キプロスが3月31日に欧州連合(EU)国際通貨基金(IMF)の支援プログラムを卒業したことで、ユーロ圏唯一の支援プログラム国となったギリシャの危機の再燃も、夏場に向けたリスクだ。
ギリシャ危機の特徴は、政局の変化、政府債務償還期日、支援交渉の膠着という3要件が危機の引き金となり、再燃を繰り返してきた点にある。発端は、2009年10月の政権交代で、新たに発足した全ギリシャ社会主義運動(PASOK)政権が、新民主主義党(ND)率いる前政権の財政統計の不正が発覚したことだった。2010年5月、ユーロ参加国政府による二国間融資とIMFによる条件付きの資金繰り支援で一旦は決着したが、金融システムの混乱回避のために債務再編を棚上げしたため、その成功は当初から危ぶまれ、実際、11年7月には、民間投資家への損失負担による債務再編を含む第2次支援合意を迫られた。
12年3月の正式に始動した第2次支援プログラムも当初から躓いた。同年5月の総選挙で、反緊縮を掲げた急進左派連合(SYRIZA)が躍進、ユーロ離脱(GREXIT)への懸念が一気に高まった。結果として6月の再選挙で緊縮派のNDを中心とする連立政権が発足、ECBが新たな国債買い入れプログラム・OMTを用意したこともあり、債務危機の域内伝播への懸念も抑え込まれた。
その後は、しばらく小康状態が続いたが、15年1月の選挙でのSYRIZA勝利をきっかけに危機は再燃する。
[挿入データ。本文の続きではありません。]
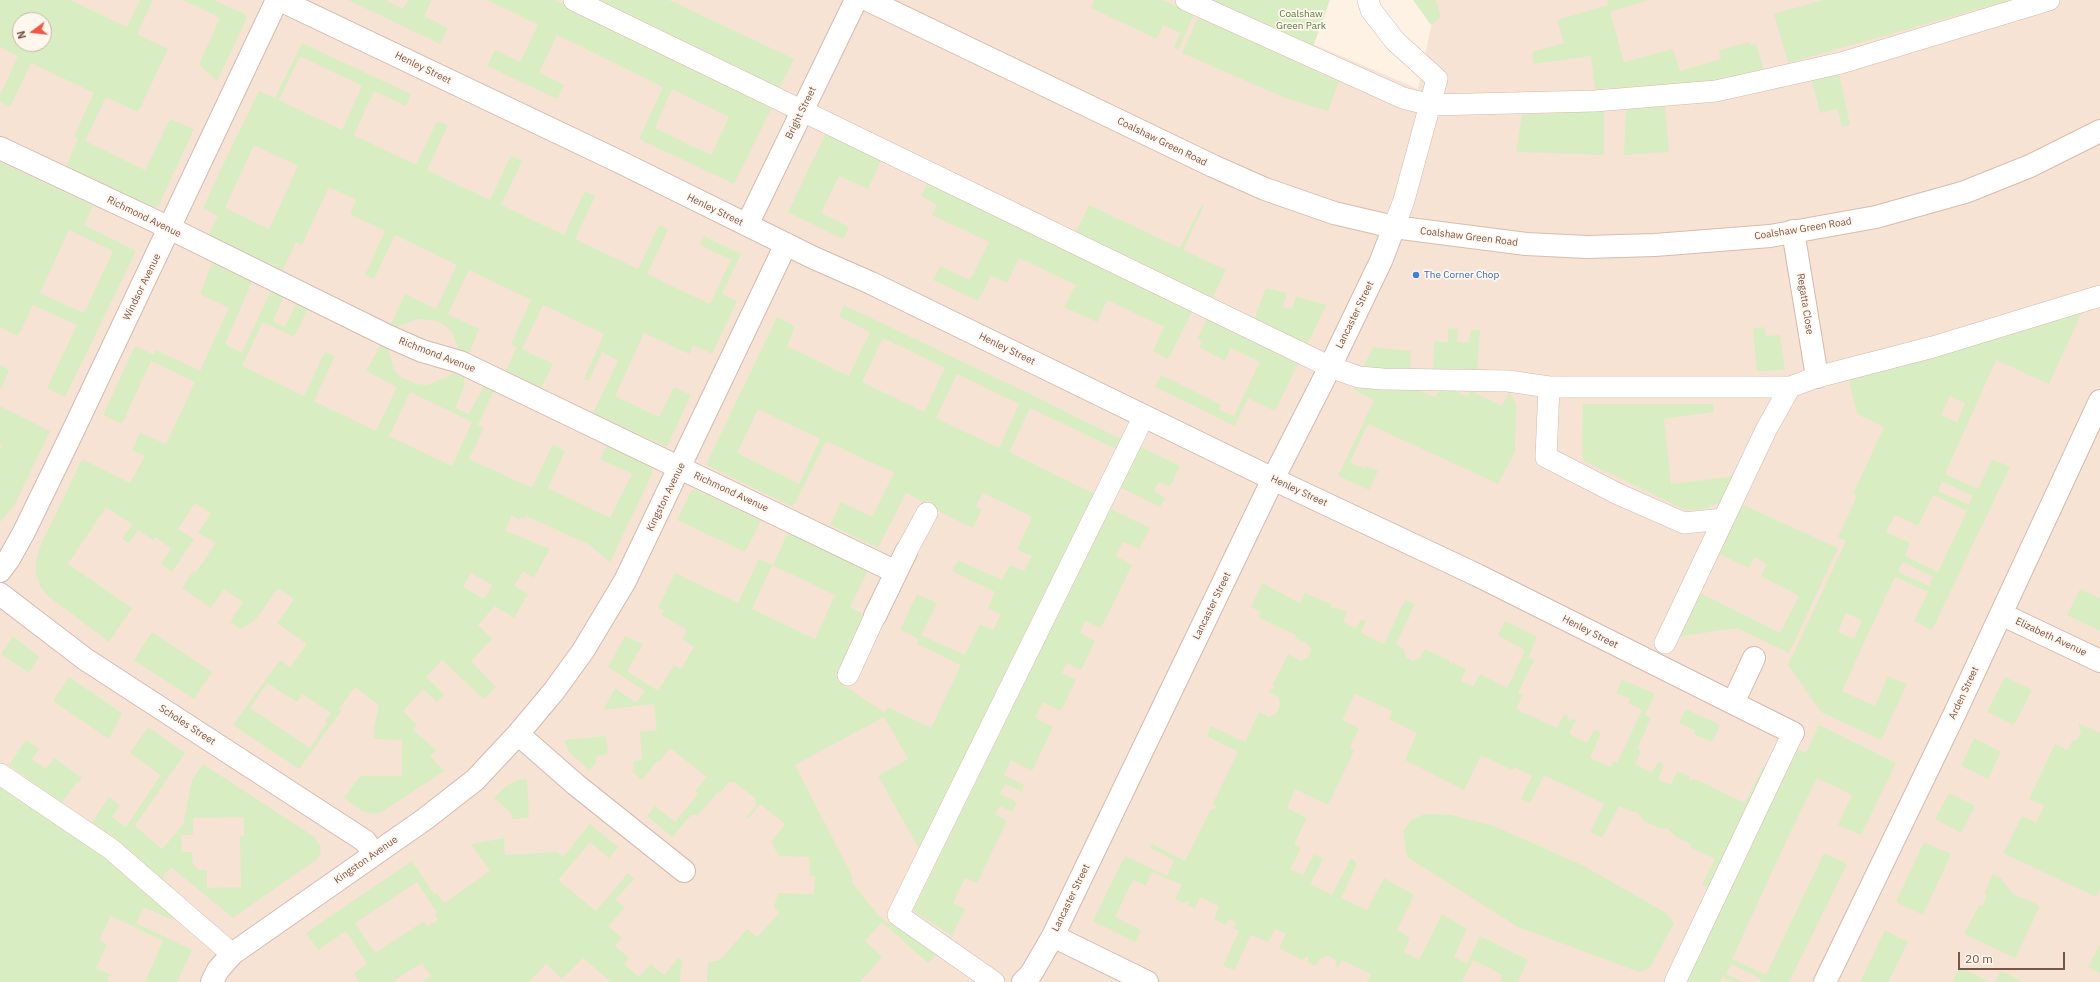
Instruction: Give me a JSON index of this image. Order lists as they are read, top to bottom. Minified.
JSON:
{"streets":{"street":["Henley Street","Bright Street","Coalshaw Green Road","Richmond Avenue","Windsor Avenue","Regatta Close","Lancaster Street","Kingston Avenue","Elizabeth Avenue","Arden Street","Scholes Street"]},"crossings":[["Henley Street","Bright Street"],["Henley Street","Windsor Avenue"],["Henley Street","Lancaster Street"],["Henley Street","Kingston Avenue"],["Coalshaw Green Road","Regatta Close"],["Coalshaw Green Road","Lancaster Street"],["Richmond Avenue","Windsor Avenue"],["Richmond Avenue","Kingston Avenue"],["Kingston Avenue","Scholes Street"],["Elizabeth Avenue","Arden Street"]],"parks":["Coalshaw Green Park"],"places":["The Corner Chop"],"scale_bar":"20 m","north":"left"}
第2次支援プログラムに関するチプラス政権と支援者側との協議は平行線を辿った末、同年6月末に支援が打ち切られたため、ECBはギリシャ中央銀行に対する緊急流動性支援(ELA)の上限引き上げを凍結した。これにより、チプラス政権発足前後から預金流出に見舞われていた(図表10)ギリシャの銀行は一時休業、預金引き出し制限や海外送金停止などの資本規制の導入に追い込まれた。6月末を期限とするIMFへの返済は延滞扱いとなった。
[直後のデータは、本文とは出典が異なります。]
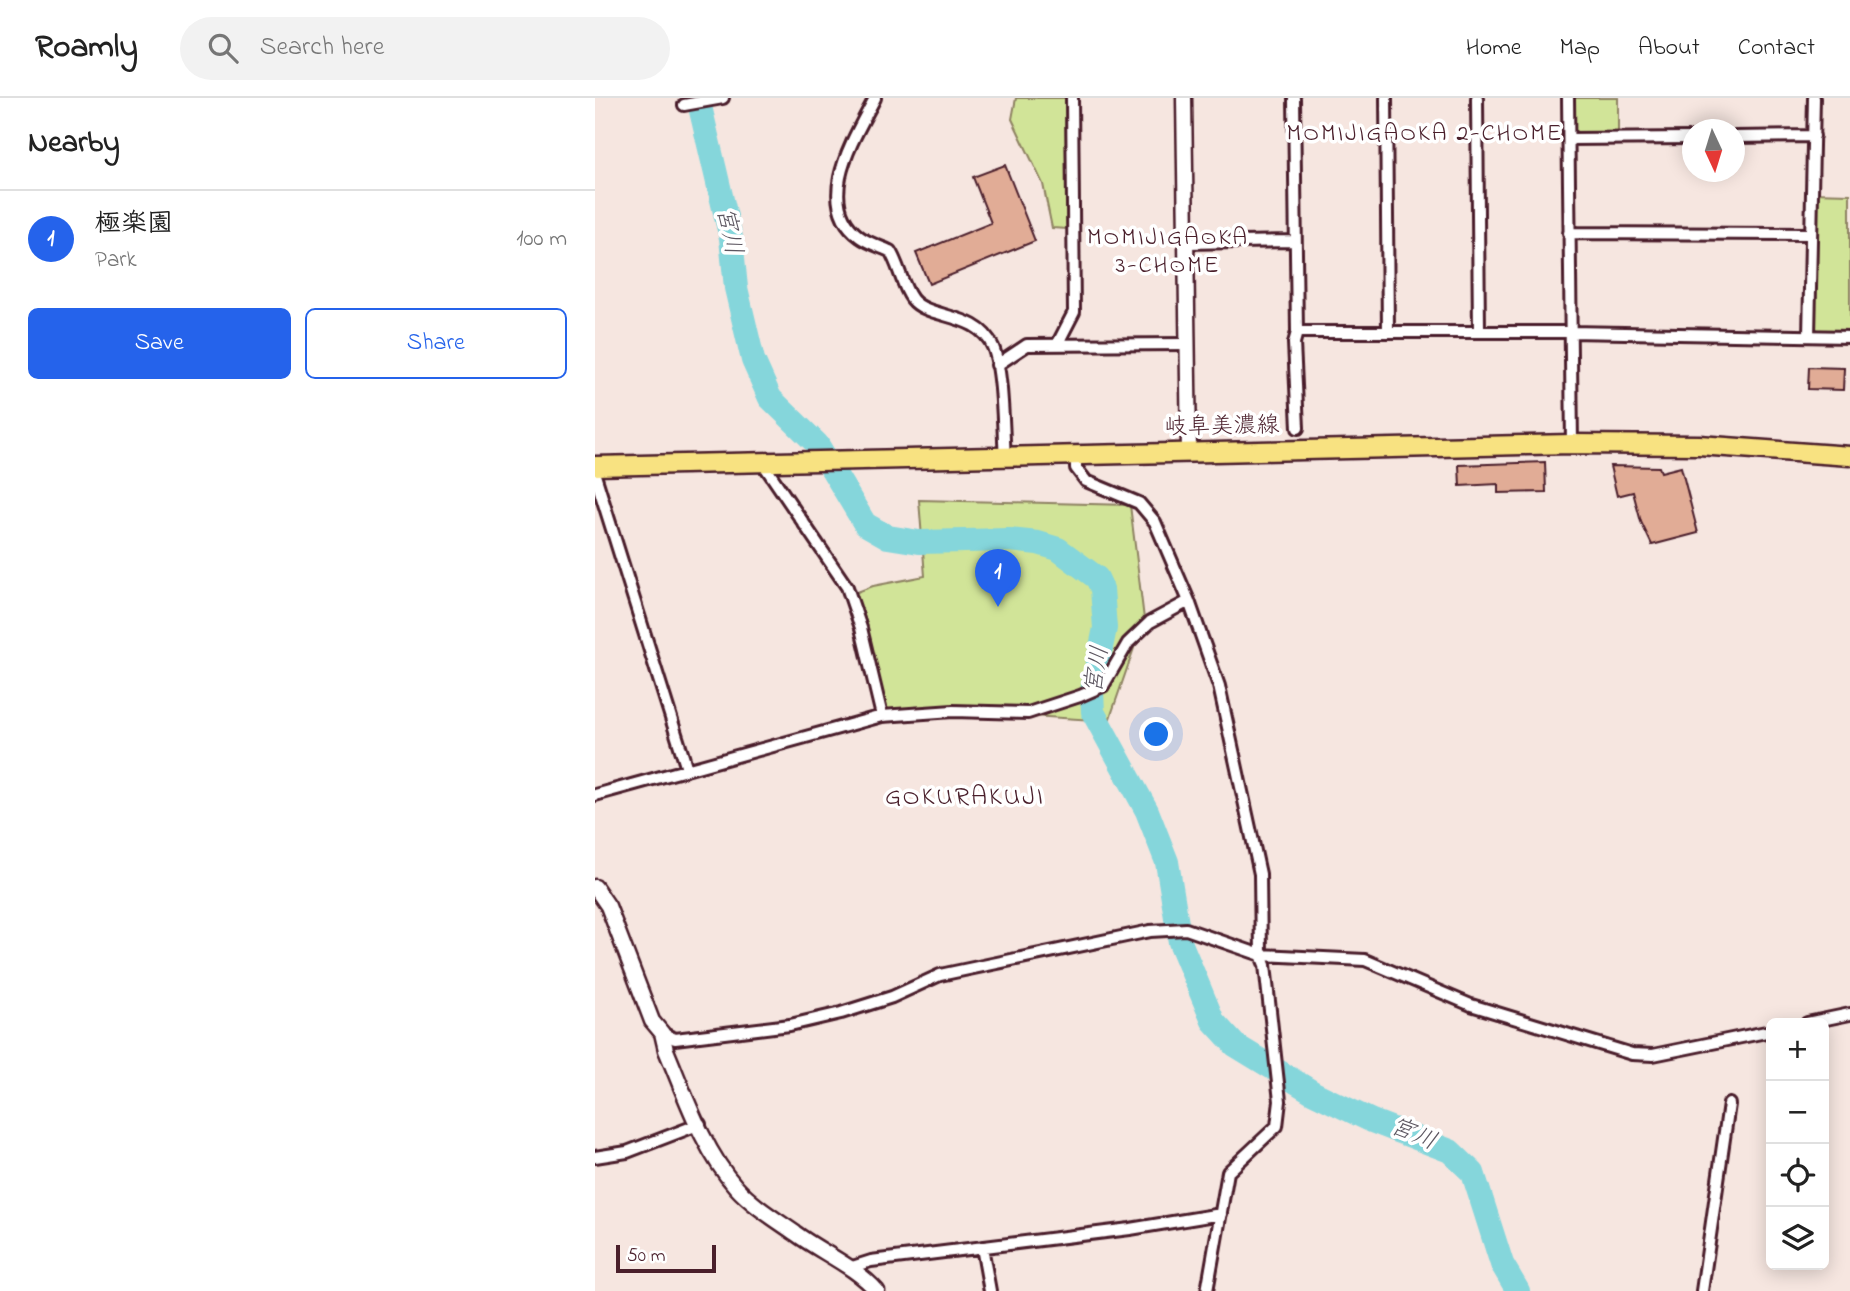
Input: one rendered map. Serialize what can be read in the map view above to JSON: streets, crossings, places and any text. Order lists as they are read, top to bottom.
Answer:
{
  "streets": {
    "main road": ["岐阜美濃線"]
  },
  "districts": ["MOMIJIGAOKA 2-CHOME", "MOMIJIGAOKA 3-CHOME", "GOKURAKUJI"],
  "water": ["宮川"],
  "scale_bar": "50 m",
  "north": "bottom",
  "page": {
    "header": "Roamly",
    "search": "Search here",
    "nav": [
      "Home",
      "Map",
      "About",
      "Contact"
    ],
    "heading": "Nearby",
    "list": [
      {
        "mark": "1",
        "name": "極楽園",
        "note": "Park",
        "value": "100 m"
      }
    ],
    "buttons": ["Save", "Share"],
    "pins": "1",
    "map_buttons": ["+", "−"],
    "scale": "50 m"
  }
}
図表9 ギリシャ危機の流れと10年国債利回り/図表10 ギリシャの商業銀行への民間預金残高とギリシャ中央銀行の資金供給残高

第3次支援の第1回審査も難航中。7月20日の国債償還が視野に入る

第3次支援の第1回審査も難航中。7月20日の国債償還が視野に入る

15年の危機は第3次支援プログラムの合意によって終息した。ギリシャ政府は、7月5日の国民投票を終えた、8日に改めてESMに支援を要請した。国民投票は、支援機関側が提示した条件へのノー(OXI)が61.31%とイエス(NAI)38.69%を大きく上回る結果だったが、ギリシャ政府は、第3次支援の合意を取り付けるために厳しい条件を受け入れざるを得なかった(図表11)。プログラムの正式な始動は8月19日だが、7月20日に予定していたECBが保有する35億ユーロの国債の償還のための原資は、辛うじて第3次支援正式始動までの「つなぎ融資」という形で確保され、IMFへの延滞も解消した。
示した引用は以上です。